Big Banks Vow to Buy More Local Government Bonds
* Banks’ pledges to buy more local government bonds come as the country’s policymakers are introducing measures to inject liquidity into the interbank market to support economic growth
* Banking regulators have not confirmed whether they will allow the risk weighting of banks' local government bond holdings to be reduced to zero from the current 20%
(Beijing) — China’s big state-owned banks have pledged to buy more local government bonds despite uncertainty about whether a reported incentive to grant them risk-free status will take effect.
China Construction Bank Corp. said that it has already increased its holdings of local government bonds, and will buy more as it sees fit over the next half-year. Bank of China Ltd. and Bank of Communications Co. Ltd. have also promised to boost purchases of local government bonds.
The banks’ pledges to buy more local government bonds came at a time when the country’s policymakers have eased off a campaign to deleverage the financial sector, introducing measures to inject liquidity into the interbank market to support economic growth.
Along those lines, Beijing has been pushing local authorities to speed up the sale of special-purpose government bonds to finance spending on infrastructure projects.
Unlike local government bonds, which are paid back with general fiscal revenue, special-purpose bonds are repaid by income from projects they fund, which include government land and toll-road projects.
China created special-purpose bonds in 2015 to reduce local government reliance on the opaque “shadow banking” sector for financing and to get local government debt under control.
The Ministry of Finance set this year’s quota for special-purpose bond issuances at 1.35 trillion yuan ($197.7 billion), a 69% increase over last year’s 800 billion yuan. The Ministry of Finance has ordered local governments to use up to 80% of their quotas by the end of September, and the rest by the end of October.
Banking regulators have not confirmed whether they will allow the risk weighting of bank’s local government bond holdings to be reduced to zero from the current 20%. For banks, local government bonds would suddenly be deemed as safe as the risk-free 10-year Chinese government bond. The change would make local government bonds very attractive because it would allow banks to hold the bonds without having to set aside any extra capital as a cushion against losses. Such requirements exist to protect depositors and ensure banks stay solvent.
There has been a wide range of reactions to the news of the potential regulatory change, which the China Securities Journal first reported on Aug. 21.
Some sources close to the regulators told Caixin that local debt will be weighted risk-free for the simple reason that local governments will not be allowed to go bankrupt.

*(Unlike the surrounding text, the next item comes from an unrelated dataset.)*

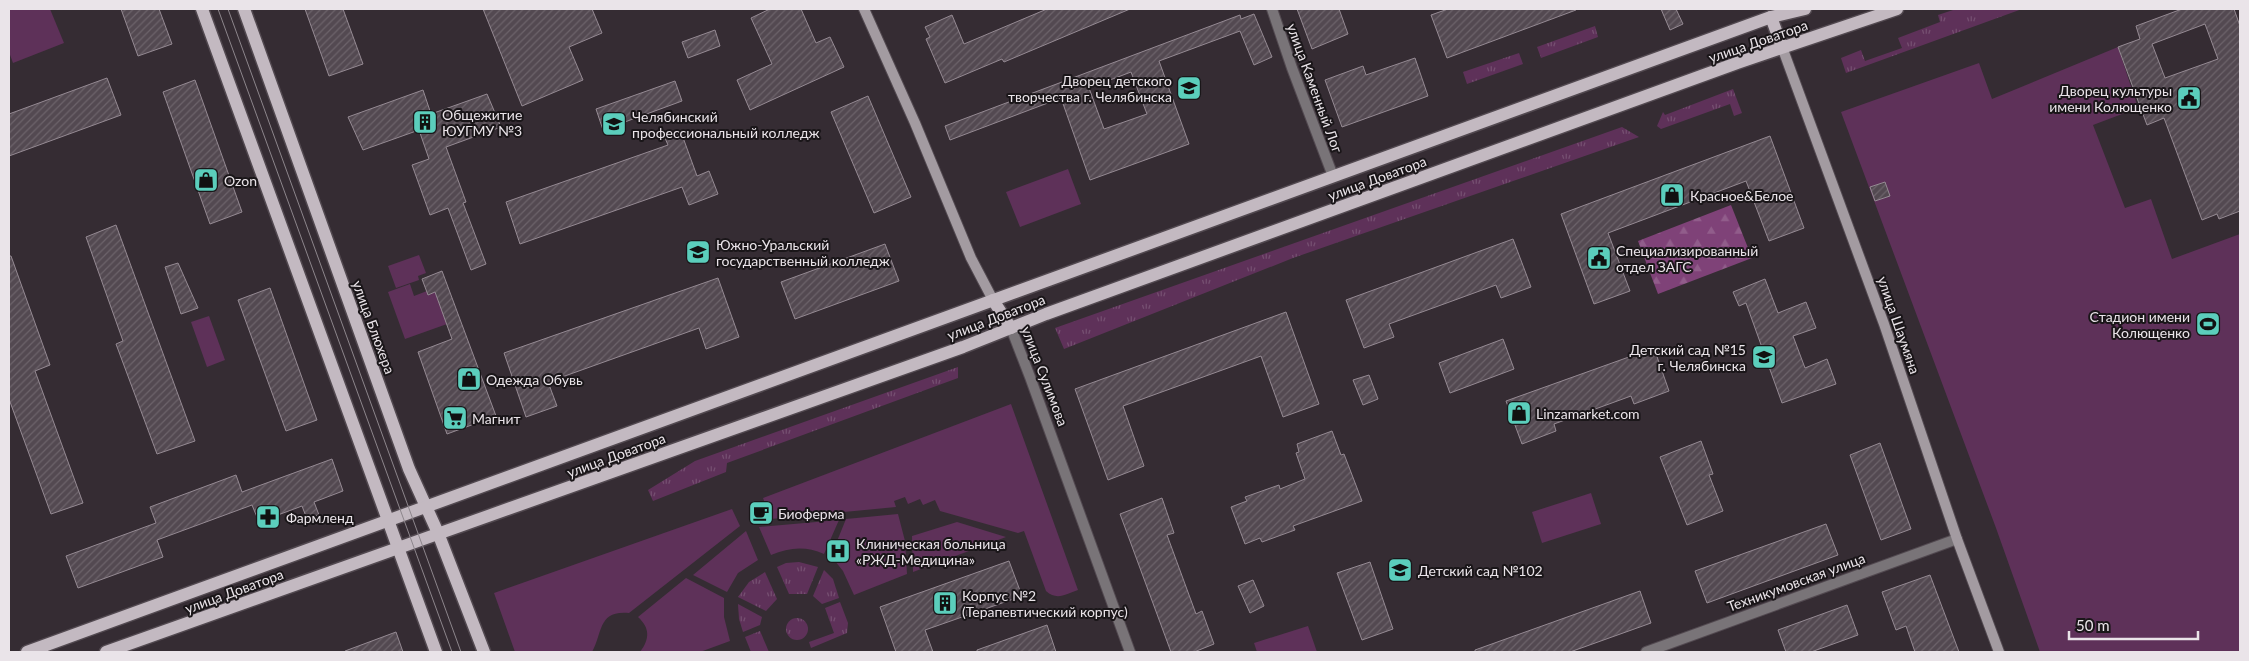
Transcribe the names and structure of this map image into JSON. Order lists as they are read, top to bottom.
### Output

The worst-case scenario would be a transfer of government debt, presumably from the local governments to the central government.
Because the change to a risk-free weighting is controversial, the matter is unlikely to be settled soon, a person familiar with the issuance of local government bonds told Caixin.
It is possible that regulators will relax the policies for regulating local government bonds in order to allow local governments to spend more, a decision-maker at one major bank told Caixin. However, it remains uncertain whether changing the risk weighting for local government bonds will be the way that regulators ultimately decide to relax policy.